**What you will do:** An exact copy of all the data below is needed, without its pictures.

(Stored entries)

++++++++++

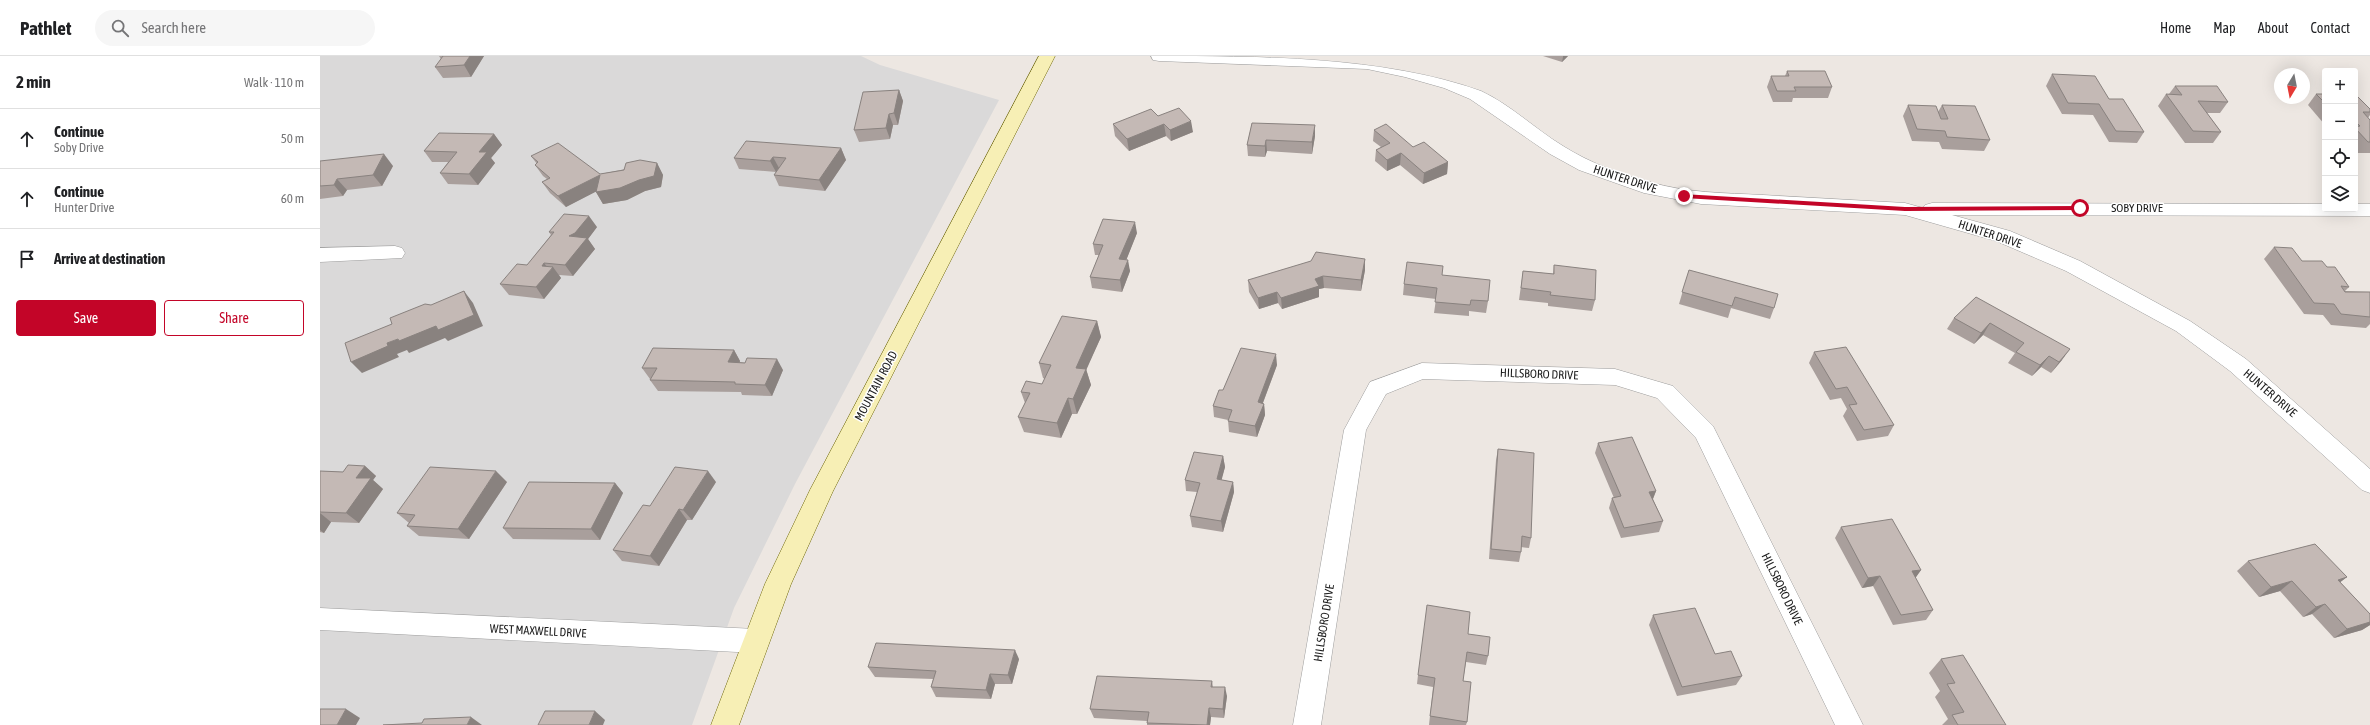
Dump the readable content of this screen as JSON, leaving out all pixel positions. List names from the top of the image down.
{
  "streets": {
    "main road": ["MOUNTAIN ROAD"],
    "street": [
      "HUNTER DRIVE",
      "SOBY DRIVE",
      "HILLSBORO DRIVE",
      "WEST MAXWELL DRIVE"
    ]
  },
  "crossings": [
    ["HUNTER DRIVE", "SOBY DRIVE"],
    ["MOUNTAIN ROAD", "WEST MAXWELL DRIVE"]
  ],
  "north": "bottom",
  "page": {
    "header": "Pathlet",
    "search": "Search here",
    "nav": [
      "Home",
      "Map",
      "About",
      "Contact"
    ],
    "heading": ["2 min", "Walk · 110 m"],
    "map_buttons": ["+", "−"],
    "list": [
      ["Continue", "Soby Drive", "50 m"],
      ["Continue", "Hunter Drive", "60 m"],
      "Arrive at destination"
    ],
    "buttons": ["Save", "Share"]
  }
}
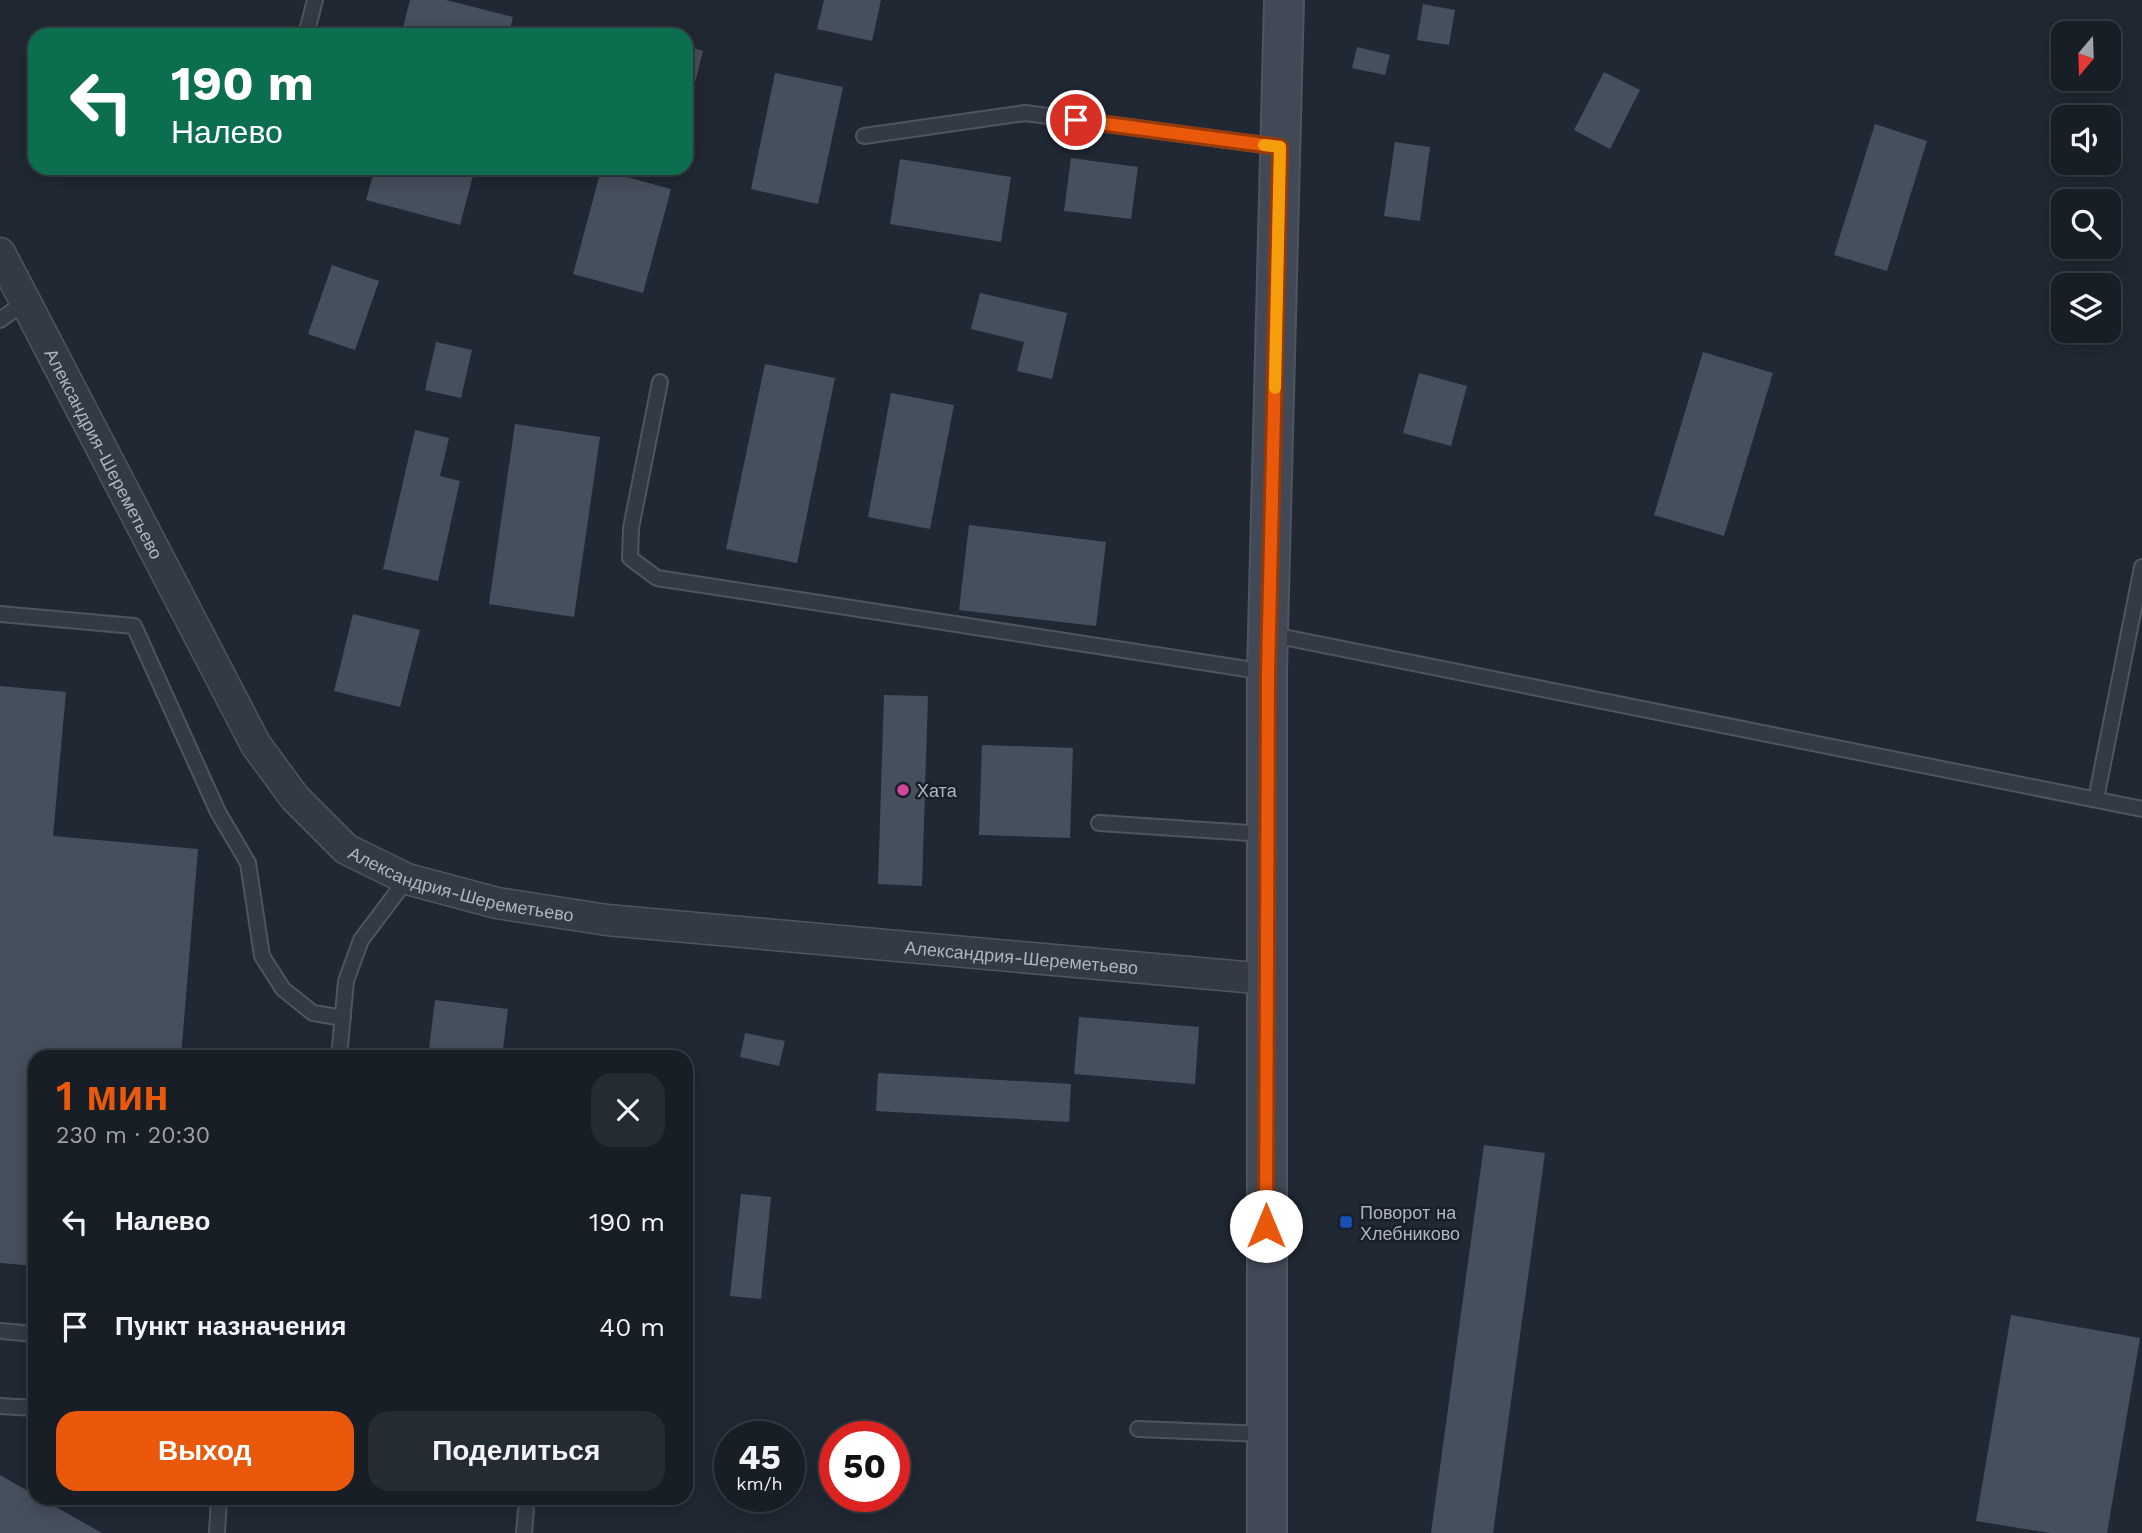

++++++++++

**Written answer:**
Dump the readable content of this screen as JSON, leaving out all pixel positions. List names from the top of the image down.
{
  "streets": {
    "main road": ["MOUNTAIN ROAD"],
    "street": [
      "HUNTER DRIVE",
      "SOBY DRIVE",
      "HILLSBORO DRIVE",
      "WEST MAXWELL DRIVE"
    ]
  },
  "crossings": [
    ["HUNTER DRIVE", "SOBY DRIVE"],
    ["MOUNTAIN ROAD", "WEST MAXWELL DRIVE"]
  ],
  "north": "bottom",
  "page": {
    "header": "Pathlet",
    "search": "Search here",
    "nav": [
      "Home",
      "Map",
      "About",
      "Contact"
    ],
    "heading": ["2 min", "Walk · 110 m"],
    "map_buttons": ["+", "−"],
    "list": [
      ["Continue", "Soby Drive", "50 m"],
      ["Continue", "Hunter Drive", "60 m"],
      "Arrive at destination"
    ],
    "buttons": ["Save", "Share"]
  }
}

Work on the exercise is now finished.